After trending down from its 60.7% peak in 2006 to its present level of 55.2%, the homeownership rate has recently stabilized at a normative level for the state.
California’s homeownership rate typically falls around 10 percentage points below the national average, partly due to the state’s more mobile population. Another culprit for California’s low homeownership rate is a lack of residential construction sufficient to support the state’s ever-growing population. This supply-and-demand imbalance forces homeownership out of reach for many would-be homebuyers, a dynamic which legislators are finally taking notice of in 2019. Spurred on by legislation to combat the state’s housing crisis, expect the homeownership rate to remain mostly stable in the coming years, even as we head into the next recession, expected in 2020.
Past, present, future
California’s homeownership rate ballooned during the Millennium Boom, only to plunged with the great recession. California’s homeownership rate has finally stabilized around 55%, and what factors will contribute to future increases and decreases?

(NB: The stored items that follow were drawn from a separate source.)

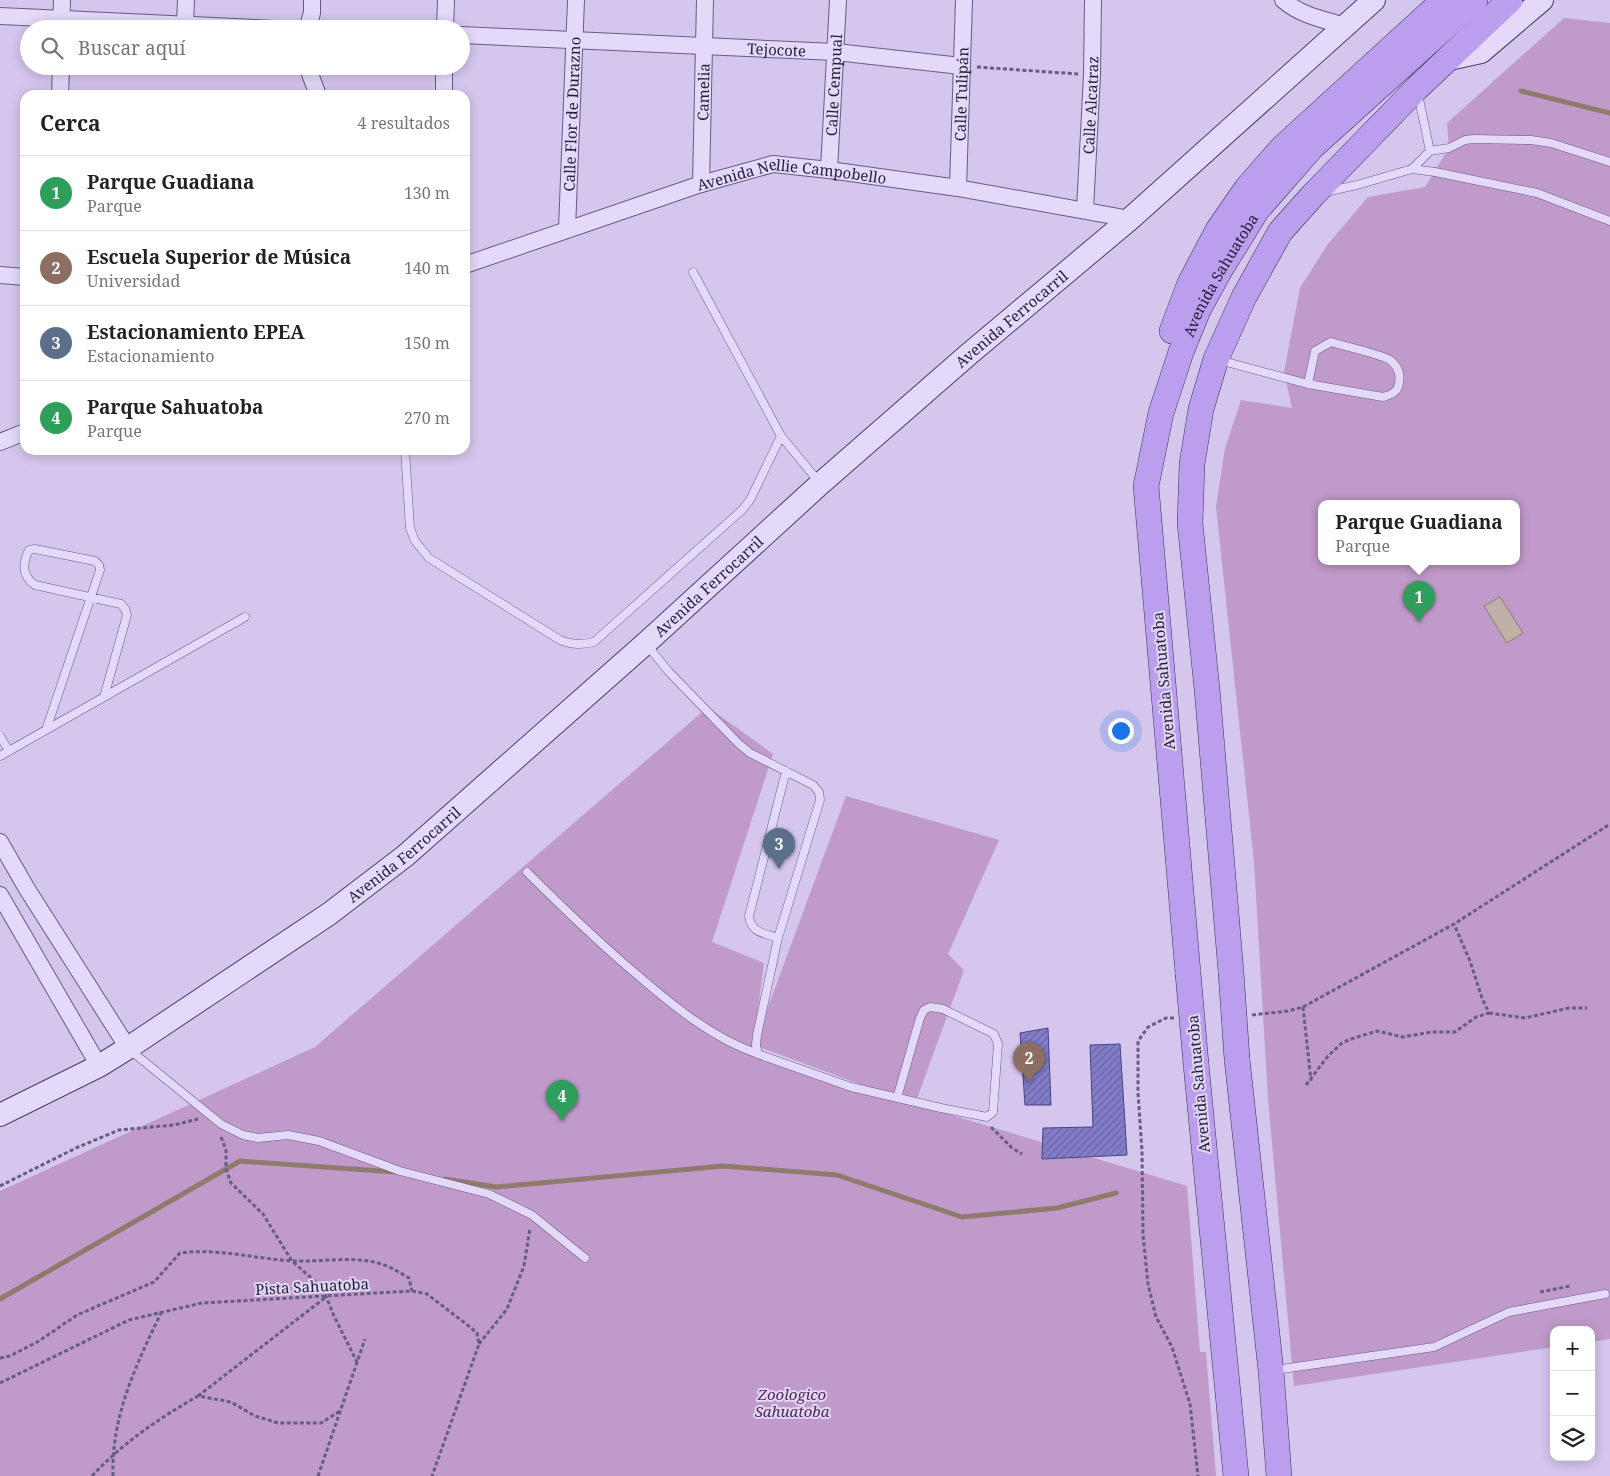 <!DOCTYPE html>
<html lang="es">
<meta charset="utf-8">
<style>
:root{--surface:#fff;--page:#f2f2f2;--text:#222;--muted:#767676;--line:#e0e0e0;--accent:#2563eb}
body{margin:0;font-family:"Noto Serif",serif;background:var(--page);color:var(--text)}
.controls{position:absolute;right:15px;bottom:15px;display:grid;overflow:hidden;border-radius:10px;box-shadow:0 2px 12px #0003}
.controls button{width:45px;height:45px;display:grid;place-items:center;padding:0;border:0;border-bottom:1px solid var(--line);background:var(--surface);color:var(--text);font:25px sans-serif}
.you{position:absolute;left:1120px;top:730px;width:18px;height:18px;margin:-12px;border:4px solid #fff;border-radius:50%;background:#1a73e8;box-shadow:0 0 0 8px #1a73e833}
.badge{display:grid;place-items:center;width:32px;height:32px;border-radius:50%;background:var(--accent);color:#fff;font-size:16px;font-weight:700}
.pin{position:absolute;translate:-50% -41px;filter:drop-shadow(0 1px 2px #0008)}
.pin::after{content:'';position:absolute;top:26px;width:18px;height:15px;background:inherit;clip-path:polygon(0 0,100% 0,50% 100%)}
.popup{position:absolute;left:1318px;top:500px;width:202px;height:65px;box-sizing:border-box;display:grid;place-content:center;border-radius:10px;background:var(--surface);filter:drop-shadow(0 1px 4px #0005);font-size:16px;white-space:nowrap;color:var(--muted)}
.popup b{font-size:19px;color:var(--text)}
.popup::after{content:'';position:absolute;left:50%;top:100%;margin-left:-10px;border:10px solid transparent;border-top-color:var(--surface)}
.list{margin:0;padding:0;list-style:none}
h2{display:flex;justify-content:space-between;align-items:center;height:65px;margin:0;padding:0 20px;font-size:21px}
h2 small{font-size:16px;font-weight:400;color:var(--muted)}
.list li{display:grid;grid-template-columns:32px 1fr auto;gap:15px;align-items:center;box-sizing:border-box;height:75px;padding:0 20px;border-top:1px solid var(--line)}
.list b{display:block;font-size:19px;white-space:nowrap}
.list p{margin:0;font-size:16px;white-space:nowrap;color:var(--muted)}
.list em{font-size:16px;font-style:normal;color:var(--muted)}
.icon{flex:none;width:28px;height:28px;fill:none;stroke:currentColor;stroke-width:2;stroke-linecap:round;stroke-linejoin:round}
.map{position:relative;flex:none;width:1610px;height:1476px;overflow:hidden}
.search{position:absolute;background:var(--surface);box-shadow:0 2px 12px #0003;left:20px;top:20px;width:450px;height:55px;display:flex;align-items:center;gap:12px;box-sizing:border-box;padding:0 18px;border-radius:28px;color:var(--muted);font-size:19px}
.panel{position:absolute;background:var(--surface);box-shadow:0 2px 12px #0003;left:20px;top:90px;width:450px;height:365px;border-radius:15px}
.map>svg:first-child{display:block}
.green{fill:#c09aca;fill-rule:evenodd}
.water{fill:#c0b0a7;stroke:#8e7b6e}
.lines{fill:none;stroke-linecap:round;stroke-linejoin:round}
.stream{stroke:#8e7b6e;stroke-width:5}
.building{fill:url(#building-hatch);stroke:#474385}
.lane-casing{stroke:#655c87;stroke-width:9}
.street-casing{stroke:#655c87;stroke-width:18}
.secondary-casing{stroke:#463f69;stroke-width:24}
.primary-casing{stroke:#353055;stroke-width:26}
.path{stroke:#655c87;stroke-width:3;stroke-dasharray:4 2.5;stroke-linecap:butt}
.lane{stroke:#e4d9f8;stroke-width:8}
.street{stroke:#e4d9f8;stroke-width:16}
.secondary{stroke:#e4d9f8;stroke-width:22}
.primary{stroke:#bb9fee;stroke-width:25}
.primary-bridge-casing{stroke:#353055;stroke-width:26;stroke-linecap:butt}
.primary-bridge{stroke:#bb9fee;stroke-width:25}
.labels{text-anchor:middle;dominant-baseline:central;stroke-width:4;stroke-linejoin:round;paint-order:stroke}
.street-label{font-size:15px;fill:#231f38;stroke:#e1d5f4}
.park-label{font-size:15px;font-style:italic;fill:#502754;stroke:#e1d5f4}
</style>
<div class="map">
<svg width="1610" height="1476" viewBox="0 0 1610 1476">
<defs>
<pattern id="building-hatch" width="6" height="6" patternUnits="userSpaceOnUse" patternTransform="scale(1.25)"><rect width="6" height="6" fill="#837dc9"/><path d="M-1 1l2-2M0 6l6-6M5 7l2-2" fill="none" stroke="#6b66a4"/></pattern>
</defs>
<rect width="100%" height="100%" fill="#d4c6ed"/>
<path class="green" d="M1564,18L1610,23V1339L1591,1342V1330H1554V1347L1294,1386L1268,1099L1254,862L1216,507L1225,448L1241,400L1292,408L1284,372L1300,288L1328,244L1368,197L1425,187L1449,148L1447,123ZM1322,503H1516V561H1322Z
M708,707L773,754L712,942L764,963L752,1055L897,1098L754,1045L846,796L999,840L948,954L964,970L915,1104L1187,1186L1200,1352H1206L1216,1476H0V1191L315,1047Z"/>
<path class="water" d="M1500,597L1523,633L1507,643L1484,606Z"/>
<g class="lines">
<path class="stream" d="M1521,91L1610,113
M445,1179L496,1187L723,1166L837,1175L962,1217L1057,1208L1116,1193
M0,1299L240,1161L395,1172"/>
</g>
<path class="building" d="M1048,1028L1051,1105H1025L1020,1033Z
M1120,1044L1127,1155L1042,1159L1043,1128L1093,1127L1090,1045Z"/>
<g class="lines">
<defs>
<path id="lane" d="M1418,94L1430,151
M1412,169L1430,151L1449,148L1465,140L1474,139L1531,140L1551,143L1610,162
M1325,192L1357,185L1412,169L1435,172L1537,193L1610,221
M693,272L781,436L819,482
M1219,360L1308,384L1383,397C1391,395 1398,392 1399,383C1401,373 1398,366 1390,360C1381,354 1343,346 1331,342L1315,351L1308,384
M405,450L410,528L415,541L429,558L560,640C572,645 582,645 594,642L742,510L750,500L781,436
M647,645L669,672L738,743L750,753L813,785L819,792L820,800L778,938L757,1035L756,1045L758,1054L851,1087L941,1108L987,1117L993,1112L998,1044L994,1034L943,1009L930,1007L924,1010L920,1018L897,1098
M46,730L100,570L99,565L95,561L35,549L29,550C22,564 22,576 35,585L121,604L125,609L127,615L104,697
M0,736L9,751
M0,756L245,617
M527,872C562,907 597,941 635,973C672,1005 712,1038 758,1054
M778,938C764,933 751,933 749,916L786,771
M130,1050L221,1124L243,1135L258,1138L288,1135L319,1141L400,1171L489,1194L532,1215L585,1258
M1275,1370L1434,1347L1509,1312L1605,1294"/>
<g id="street">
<path d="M1283,0C1302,16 1322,19 1345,26"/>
<path d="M0,16L275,29"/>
<path d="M185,24L186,0"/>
<path d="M61,29L62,0"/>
<path d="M307,29L312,13V0"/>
<path d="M445,29L446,0"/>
<path id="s1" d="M461,35L836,52L961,66"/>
<path d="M307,66L318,95"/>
<path d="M60,95L61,66"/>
<path d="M444,95V66"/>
<path id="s2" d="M829,170L838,0"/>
<path id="s3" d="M701,184L705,0"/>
<path id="s4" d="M958,188L964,0"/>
<path id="s5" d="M1085,210L1092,75L1093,0"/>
<path id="s6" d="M567,229L576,0"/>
<path id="s7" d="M465,265L701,184L773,164L829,170L958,188L1130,219"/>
<path d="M0,275L25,277"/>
<path d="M0,442L25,432"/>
<path d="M0,842L27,889L128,1048"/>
<path d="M0,895L99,1066"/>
</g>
<g id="secondary">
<path d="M1449,59L1481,52L1542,0"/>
<path id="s8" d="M0,1115L99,1066L128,1048L329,914L405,856L646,643L820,484L969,354L1130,219L1374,0"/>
</g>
<g id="primary">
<path d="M1172,331L1190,283L1218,230L1247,188L1282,148L1444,0"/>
<path d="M1231,972L1207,689L1190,523L1192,464L1201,409L1216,359L1244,297L1280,232L1313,195L1417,88L1510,0"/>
<path id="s9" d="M1188,973L1146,486L1161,413L1181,352L1198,310L1220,270L1257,210L1312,147L1475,0"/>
<path d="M1237,1059L1271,1371L1279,1476"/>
<path d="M1196,1064L1236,1476"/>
</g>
</defs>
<use href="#lane" class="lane-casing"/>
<use href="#street" class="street-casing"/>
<use href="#secondary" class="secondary-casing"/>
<use href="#primary" class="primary-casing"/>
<path class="path" d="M977,67L1078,74
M1303,1007L1311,1081
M1489,1013L1525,1018L1569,1008H1587
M1252,1015L1288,1011L1303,1007L1454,924L1610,824
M1174,1018H1166L1148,1027L1138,1041V1093L1142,1151L1143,1235L1148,1284L1156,1317L1172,1347L1190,1404L1198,1476
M1306,1085L1328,1056L1342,1043L1351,1039L1377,1031L1403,1037L1432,1032H1455L1476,1017L1489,1013L1482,998L1470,961L1454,924
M991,1127L1012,1148L1022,1154
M221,1137L226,1150V1169L231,1183L263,1214L292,1261L318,1284L326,1296L334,1316L357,1362
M0,1186L78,1147L119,1130L174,1125L198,1119
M1540,1292L1570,1286
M479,1344L507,1309L524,1266L530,1228
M0,1358L10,1356L39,1341L77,1315L154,1282L180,1253C219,1248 256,1259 294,1261C322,1262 352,1256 378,1263C389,1266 399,1272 409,1278L412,1291
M0,1383L129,1320L202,1303L412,1291L427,1294L470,1327L477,1333L479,1344L432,1476
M198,1396L326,1297
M92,1476C124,1442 158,1419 198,1396L231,1402L255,1416L278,1423H321L340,1411
M113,1476C111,1417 136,1365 161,1313
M318,1476L365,1339"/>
<use href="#lane" class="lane"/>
<use href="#street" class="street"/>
<use href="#secondary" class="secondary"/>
<use href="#primary" class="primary"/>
<defs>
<path id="primary-bridge" d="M1231,972L1237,1059
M1188,973L1196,1064"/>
</defs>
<use href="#primary-bridge" class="primary-bridge-casing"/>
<use href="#primary-bridge" class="primary-bridge"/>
</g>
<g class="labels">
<g class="street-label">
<text stroke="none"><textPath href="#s1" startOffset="316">Tejocote</textPath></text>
<text stroke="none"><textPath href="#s2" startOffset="85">Calle Cempual</textPath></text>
<text stroke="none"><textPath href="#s3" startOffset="92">Camelia</textPath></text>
<text stroke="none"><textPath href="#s4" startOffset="94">Calle Tulipán</textPath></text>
<text stroke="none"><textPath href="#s5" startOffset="105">Calle Alcatraz</textPath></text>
<text stroke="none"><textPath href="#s6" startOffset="115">Calle Flor de Durazno</textPath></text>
<text stroke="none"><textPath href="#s7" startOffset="342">Avenida Nellie Campobello</textPath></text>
<text stroke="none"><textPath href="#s9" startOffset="714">Avenida Sahuatoba</textPath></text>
<text stroke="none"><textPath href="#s8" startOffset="1292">Avenida Ferrocarril</textPath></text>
<text stroke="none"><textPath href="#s8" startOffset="888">Avenida Ferrocarril</textPath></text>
<text transform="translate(1163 681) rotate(-95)">Avenida Sahuatoba</text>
<text stroke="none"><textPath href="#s8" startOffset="482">Avenida Ferrocarril</textPath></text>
<text transform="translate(1198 1084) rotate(-95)">Avenida Sahuatoba</text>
<text transform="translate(312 1286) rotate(-3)">Pista Sahuatoba</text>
</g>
<g class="park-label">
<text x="792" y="1394">Zoologico<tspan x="792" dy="17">Sahuatoba</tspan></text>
</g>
</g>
</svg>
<div class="controls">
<button>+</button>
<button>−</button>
<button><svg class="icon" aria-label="layers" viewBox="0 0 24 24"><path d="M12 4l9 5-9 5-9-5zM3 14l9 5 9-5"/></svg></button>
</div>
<div class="you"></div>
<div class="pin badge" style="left:1419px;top:622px;background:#2e9e5b">1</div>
<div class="popup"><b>Parque Guadiana</b>Parque</div>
<div class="pin badge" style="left:1029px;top:1083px;background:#8d6e63">2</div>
<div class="pin badge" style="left:779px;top:869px;background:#5c6f8a">3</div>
<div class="pin badge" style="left:562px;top:1121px;background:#2e9e5b">4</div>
<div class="search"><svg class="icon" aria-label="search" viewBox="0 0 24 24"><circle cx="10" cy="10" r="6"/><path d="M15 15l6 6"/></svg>Buscar aquí</div>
<section class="panel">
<h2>Cerca<small>4 resultados</small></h2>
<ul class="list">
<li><span class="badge" style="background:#2e9e5b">1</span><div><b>Parque Guadiana</b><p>Parque</p></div><em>130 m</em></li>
<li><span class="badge" style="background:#8d6e63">2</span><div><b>Escuela Superior de Música</b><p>Universidad</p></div><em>140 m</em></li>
<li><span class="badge" style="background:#5c6f8a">3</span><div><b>Estacionamiento EPEA</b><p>Estacionamiento</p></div><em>150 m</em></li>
<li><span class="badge" style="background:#2e9e5b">4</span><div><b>Parque Sahuatoba</b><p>Parque</p></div><em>270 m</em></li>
</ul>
</section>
</div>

California’s homeownership rate is historically around 10 percentage points below the national homeownership rate (at 64.8% as of Q4 2018). This is due to a combination of factors, including the lesser impact the national policy of pushing the “American Dream” of homeownership has had on more mobile Californians.
California’s rate of homeownership has declined dramatically since the 2008 Great Recession, a drop of nearly seven percentage points since its peak year of 2006. (If underwater homeowners are excluded from the number of homeowners since they have no equity stake in their properties, the California homeownership rate is closer to 50%.)